(SOURCE MATERIAL Opens)
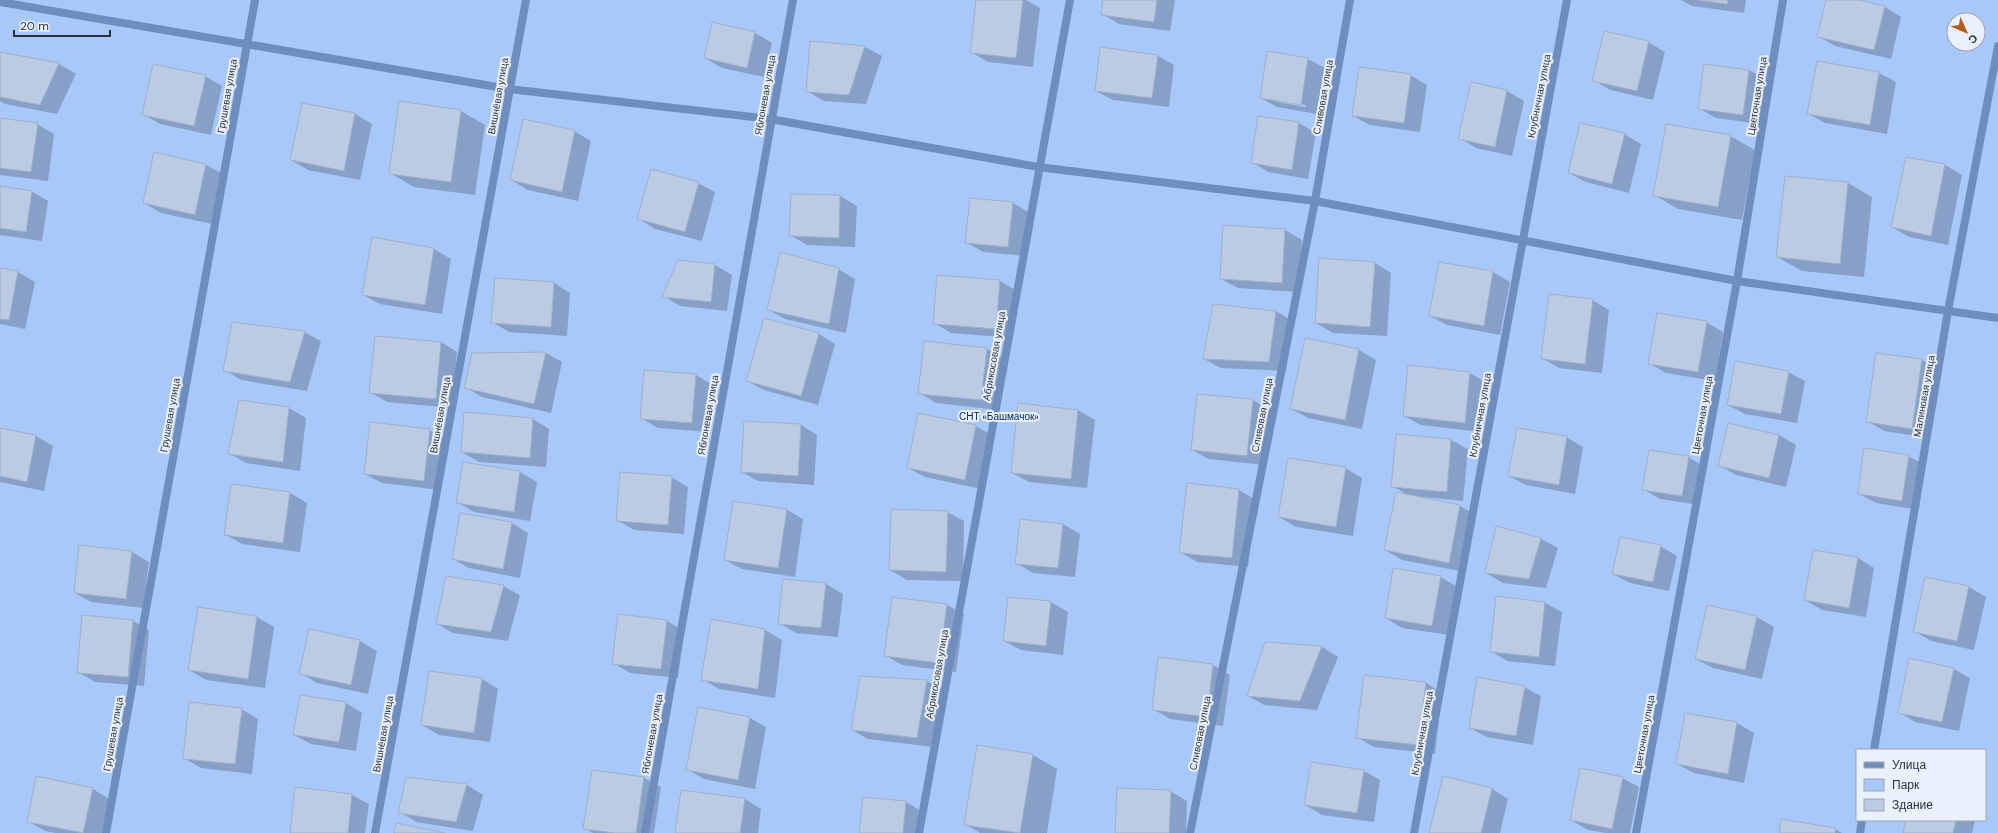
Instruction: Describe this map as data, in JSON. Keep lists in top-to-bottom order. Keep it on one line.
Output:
{"streets":{"street":["Яблоневая улица","Грушевая улица","Вишнёвая улица","Клубничная улица","Цветочная улица","Сливовая улица","Абрикосовая улица","Малиновая улица"]},"parks":["СНТ «Башмачок»"],"legend":["Улица","Парк","Здание"],"scale_bar":"20 m","north":"bottom right"}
(SOURCE MATERIAL Closes)
• **WORK REQUEST**
Retype the full listing exactly; pictures stay out.

• **TASK RESPONSE**
Instruction: Describe this map as data, in JSON. Keep lists in top-to-bottom order. Keep it on one line.
Output:
{"streets":{"street":["Яблоневая улица","Грушевая улица","Вишнёвая улица","Клубничная улица","Цветочная улица","Сливовая улица","Абрикосовая улица","Малиновая улица"]},"parks":["СНТ «Башмачок»"],"legend":["Улица","Парк","Здание"],"scale_bar":"20 m","north":"bottom right"}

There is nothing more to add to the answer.